▶ Assignment
Every entry must be transcribed without alteration.

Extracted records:
------------------------------------------------------------
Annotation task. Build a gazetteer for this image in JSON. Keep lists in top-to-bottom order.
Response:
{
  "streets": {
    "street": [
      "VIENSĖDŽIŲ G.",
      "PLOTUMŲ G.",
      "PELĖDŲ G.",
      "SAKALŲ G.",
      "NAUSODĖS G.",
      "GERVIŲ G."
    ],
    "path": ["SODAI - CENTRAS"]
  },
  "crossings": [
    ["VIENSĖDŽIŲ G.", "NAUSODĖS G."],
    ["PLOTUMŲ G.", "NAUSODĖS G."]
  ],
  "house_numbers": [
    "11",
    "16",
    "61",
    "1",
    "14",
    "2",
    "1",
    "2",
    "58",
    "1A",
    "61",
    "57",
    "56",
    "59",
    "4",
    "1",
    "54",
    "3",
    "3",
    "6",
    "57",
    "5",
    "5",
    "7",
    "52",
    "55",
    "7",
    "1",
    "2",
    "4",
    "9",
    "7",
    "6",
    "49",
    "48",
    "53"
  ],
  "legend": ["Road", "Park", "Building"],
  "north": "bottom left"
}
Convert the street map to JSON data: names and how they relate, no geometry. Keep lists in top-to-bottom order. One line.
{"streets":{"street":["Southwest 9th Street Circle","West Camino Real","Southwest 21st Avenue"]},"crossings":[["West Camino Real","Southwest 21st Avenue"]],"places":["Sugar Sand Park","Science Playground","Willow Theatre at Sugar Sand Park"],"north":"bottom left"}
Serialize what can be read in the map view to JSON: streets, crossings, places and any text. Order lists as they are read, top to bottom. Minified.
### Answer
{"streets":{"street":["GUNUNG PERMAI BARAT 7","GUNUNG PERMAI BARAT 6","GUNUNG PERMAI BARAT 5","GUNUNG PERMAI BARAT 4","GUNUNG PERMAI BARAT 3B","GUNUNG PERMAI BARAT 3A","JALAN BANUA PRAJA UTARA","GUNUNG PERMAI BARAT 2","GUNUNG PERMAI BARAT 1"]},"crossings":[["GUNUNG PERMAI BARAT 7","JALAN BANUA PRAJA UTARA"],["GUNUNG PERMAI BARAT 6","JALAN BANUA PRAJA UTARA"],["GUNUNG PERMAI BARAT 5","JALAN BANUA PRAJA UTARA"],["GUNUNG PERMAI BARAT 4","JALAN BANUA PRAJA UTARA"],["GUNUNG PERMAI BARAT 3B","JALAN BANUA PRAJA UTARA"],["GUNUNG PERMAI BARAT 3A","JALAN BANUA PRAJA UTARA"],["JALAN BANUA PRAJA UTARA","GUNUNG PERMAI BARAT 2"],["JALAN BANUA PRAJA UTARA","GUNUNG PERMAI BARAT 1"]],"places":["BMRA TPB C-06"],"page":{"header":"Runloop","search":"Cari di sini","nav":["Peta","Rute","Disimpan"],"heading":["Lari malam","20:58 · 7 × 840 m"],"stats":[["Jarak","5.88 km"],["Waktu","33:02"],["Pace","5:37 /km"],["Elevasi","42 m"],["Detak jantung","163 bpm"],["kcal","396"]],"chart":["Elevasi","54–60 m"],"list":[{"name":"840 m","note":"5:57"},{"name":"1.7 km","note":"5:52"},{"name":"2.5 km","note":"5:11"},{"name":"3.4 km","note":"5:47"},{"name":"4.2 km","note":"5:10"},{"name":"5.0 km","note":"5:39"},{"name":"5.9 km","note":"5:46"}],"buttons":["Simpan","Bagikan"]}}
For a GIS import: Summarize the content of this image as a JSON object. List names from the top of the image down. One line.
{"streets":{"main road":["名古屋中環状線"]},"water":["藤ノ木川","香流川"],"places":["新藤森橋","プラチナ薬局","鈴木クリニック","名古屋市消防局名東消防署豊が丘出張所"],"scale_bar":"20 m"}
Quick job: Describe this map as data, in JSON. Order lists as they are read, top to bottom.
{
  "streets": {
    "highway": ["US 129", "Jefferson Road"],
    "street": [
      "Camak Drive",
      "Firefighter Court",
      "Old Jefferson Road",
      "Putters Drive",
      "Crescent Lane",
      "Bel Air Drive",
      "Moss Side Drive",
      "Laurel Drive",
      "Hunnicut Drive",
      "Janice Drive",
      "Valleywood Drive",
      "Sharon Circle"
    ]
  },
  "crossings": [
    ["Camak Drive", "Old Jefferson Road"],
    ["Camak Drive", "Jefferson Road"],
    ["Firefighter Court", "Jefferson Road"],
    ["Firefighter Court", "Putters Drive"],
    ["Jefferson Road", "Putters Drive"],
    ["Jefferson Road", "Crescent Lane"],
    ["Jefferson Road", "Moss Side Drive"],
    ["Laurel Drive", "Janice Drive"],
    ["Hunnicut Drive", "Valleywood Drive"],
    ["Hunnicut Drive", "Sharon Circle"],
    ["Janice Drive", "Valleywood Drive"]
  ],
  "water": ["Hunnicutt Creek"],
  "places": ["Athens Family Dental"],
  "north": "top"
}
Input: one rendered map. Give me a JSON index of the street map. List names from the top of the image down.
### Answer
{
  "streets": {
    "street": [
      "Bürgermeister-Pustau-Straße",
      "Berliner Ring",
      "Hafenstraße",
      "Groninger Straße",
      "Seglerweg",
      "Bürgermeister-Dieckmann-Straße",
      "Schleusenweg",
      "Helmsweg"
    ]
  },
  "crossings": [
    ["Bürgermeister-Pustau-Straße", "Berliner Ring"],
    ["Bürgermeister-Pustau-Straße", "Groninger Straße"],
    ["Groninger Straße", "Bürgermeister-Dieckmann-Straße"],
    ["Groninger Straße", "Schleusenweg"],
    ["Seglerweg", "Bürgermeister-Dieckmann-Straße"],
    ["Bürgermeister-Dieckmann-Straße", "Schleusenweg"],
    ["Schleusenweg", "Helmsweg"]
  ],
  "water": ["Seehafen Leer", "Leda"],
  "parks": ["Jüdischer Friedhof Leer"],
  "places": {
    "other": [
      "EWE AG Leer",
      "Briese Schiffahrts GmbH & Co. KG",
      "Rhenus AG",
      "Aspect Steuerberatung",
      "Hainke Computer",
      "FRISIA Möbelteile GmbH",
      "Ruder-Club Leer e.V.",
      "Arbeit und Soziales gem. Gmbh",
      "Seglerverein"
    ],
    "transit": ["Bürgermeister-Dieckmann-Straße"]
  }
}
------------------------------------------------------------
▶ Answer to this exercise
Annotation task. Build a gazetteer for this image in JSON. Keep lists in top-to-bottom order.
Response:
{
  "streets": {
    "street": [
      "VIENSĖDŽIŲ G.",
      "PLOTUMŲ G.",
      "PELĖDŲ G.",
      "SAKALŲ G.",
      "NAUSODĖS G.",
      "GERVIŲ G."
    ],
    "path": ["SODAI - CENTRAS"]
  },
  "crossings": [
    ["VIENSĖDŽIŲ G.", "NAUSODĖS G."],
    ["PLOTUMŲ G.", "NAUSODĖS G."]
  ],
  "house_numbers": [
    "11",
    "16",
    "61",
    "1",
    "14",
    "2",
    "1",
    "2",
    "58",
    "1A",
    "61",
    "57",
    "56",
    "59",
    "4",
    "1",
    "54",
    "3",
    "3",
    "6",
    "57",
    "5",
    "5",
    "7",
    "52",
    "55",
    "7",
    "1",
    "2",
    "4",
    "9",
    "7",
    "6",
    "49",
    "48",
    "53"
  ],
  "legend": ["Road", "Park", "Building"],
  "north": "bottom left"
}
Convert the street map to JSON data: names and how they relate, no geometry. Keep lists in top-to-bottom order. One line.
{"streets":{"street":["Southwest 9th Street Circle","West Camino Real","Southwest 21st Avenue"]},"crossings":[["West Camino Real","Southwest 21st Avenue"]],"places":["Sugar Sand Park","Science Playground","Willow Theatre at Sugar Sand Park"],"north":"bottom left"}
Serialize what can be read in the map view to JSON: streets, crossings, places and any text. Order lists as they are read, top to bottom. Minified.
### Answer
{"streets":{"street":["GUNUNG PERMAI BARAT 7","GUNUNG PERMAI BARAT 6","GUNUNG PERMAI BARAT 5","GUNUNG PERMAI BARAT 4","GUNUNG PERMAI BARAT 3B","GUNUNG PERMAI BARAT 3A","JALAN BANUA PRAJA UTARA","GUNUNG PERMAI BARAT 2","GUNUNG PERMAI BARAT 1"]},"crossings":[["GUNUNG PERMAI BARAT 7","JALAN BANUA PRAJA UTARA"],["GUNUNG PERMAI BARAT 6","JALAN BANUA PRAJA UTARA"],["GUNUNG PERMAI BARAT 5","JALAN BANUA PRAJA UTARA"],["GUNUNG PERMAI BARAT 4","JALAN BANUA PRAJA UTARA"],["GUNUNG PERMAI BARAT 3B","JALAN BANUA PRAJA UTARA"],["GUNUNG PERMAI BARAT 3A","JALAN BANUA PRAJA UTARA"],["JALAN BANUA PRAJA UTARA","GUNUNG PERMAI BARAT 2"],["JALAN BANUA PRAJA UTARA","GUNUNG PERMAI BARAT 1"]],"places":["BMRA TPB C-06"],"page":{"header":"Runloop","search":"Cari di sini","nav":["Peta","Rute","Disimpan"],"heading":["Lari malam","20:58 · 7 × 840 m"],"stats":[["Jarak","5.88 km"],["Waktu","33:02"],["Pace","5:37 /km"],["Elevasi","42 m"],["Detak jantung","163 bpm"],["kcal","396"]],"chart":["Elevasi","54–60 m"],"list":[{"name":"840 m","note":"5:57"},{"name":"1.7 km","note":"5:52"},{"name":"2.5 km","note":"5:11"},{"name":"3.4 km","note":"5:47"},{"name":"4.2 km","note":"5:10"},{"name":"5.0 km","note":"5:39"},{"name":"5.9 km","note":"5:46"}],"buttons":["Simpan","Bagikan"]}}
For a GIS import: Summarize the content of this image as a JSON object. List names from the top of the image down. One line.
{"streets":{"main road":["名古屋中環状線"]},"water":["藤ノ木川","香流川"],"places":["新藤森橋","プラチナ薬局","鈴木クリニック","名古屋市消防局名東消防署豊が丘出張所"],"scale_bar":"20 m"}
Quick job: Describe this map as data, in JSON. Order lists as they are read, top to bottom.
{
  "streets": {
    "highway": ["US 129", "Jefferson Road"],
    "street": [
      "Camak Drive",
      "Firefighter Court",
      "Old Jefferson Road",
      "Putters Drive",
      "Crescent Lane",
      "Bel Air Drive",
      "Moss Side Drive",
      "Laurel Drive",
      "Hunnicut Drive",
      "Janice Drive",
      "Valleywood Drive",
      "Sharon Circle"
    ]
  },
  "crossings": [
    ["Camak Drive", "Old Jefferson Road"],
    ["Camak Drive", "Jefferson Road"],
    ["Firefighter Court", "Jefferson Road"],
    ["Firefighter Court", "Putters Drive"],
    ["Jefferson Road", "Putters Drive"],
    ["Jefferson Road", "Crescent Lane"],
    ["Jefferson Road", "Moss Side Drive"],
    ["Laurel Drive", "Janice Drive"],
    ["Hunnicut Drive", "Valleywood Drive"],
    ["Hunnicut Drive", "Sharon Circle"],
    ["Janice Drive", "Valleywood Drive"]
  ],
  "water": ["Hunnicutt Creek"],
  "places": ["Athens Family Dental"],
  "north": "top"
}
Input: one rendered map. Give me a JSON index of the street map. List names from the top of the image down.
### Answer
{
  "streets": {
    "street": [
      "Bürgermeister-Pustau-Straße",
      "Berliner Ring",
      "Hafenstraße",
      "Groninger Straße",
      "Seglerweg",
      "Bürgermeister-Dieckmann-Straße",
      "Schleusenweg",
      "Helmsweg"
    ]
  },
  "crossings": [
    ["Bürgermeister-Pustau-Straße", "Berliner Ring"],
    ["Bürgermeister-Pustau-Straße", "Groninger Straße"],
    ["Groninger Straße", "Bürgermeister-Dieckmann-Straße"],
    ["Groninger Straße", "Schleusenweg"],
    ["Seglerweg", "Bürgermeister-Dieckmann-Straße"],
    ["Bürgermeister-Dieckmann-Straße", "Schleusenweg"],
    ["Schleusenweg", "Helmsweg"]
  ],
  "water": ["Seehafen Leer", "Leda"],
  "parks": ["Jüdischer Friedhof Leer"],
  "places": {
    "other": [
      "EWE AG Leer",
      "Briese Schiffahrts GmbH & Co. KG",
      "Rhenus AG",
      "Aspect Steuerberatung",
      "Hainke Computer",
      "FRISIA Möbelteile GmbH",
      "Ruder-Club Leer e.V.",
      "Arbeit und Soziales gem. Gmbh",
      "Seglerverein"
    ],
    "transit": ["Bürgermeister-Dieckmann-Straße"]
  }
}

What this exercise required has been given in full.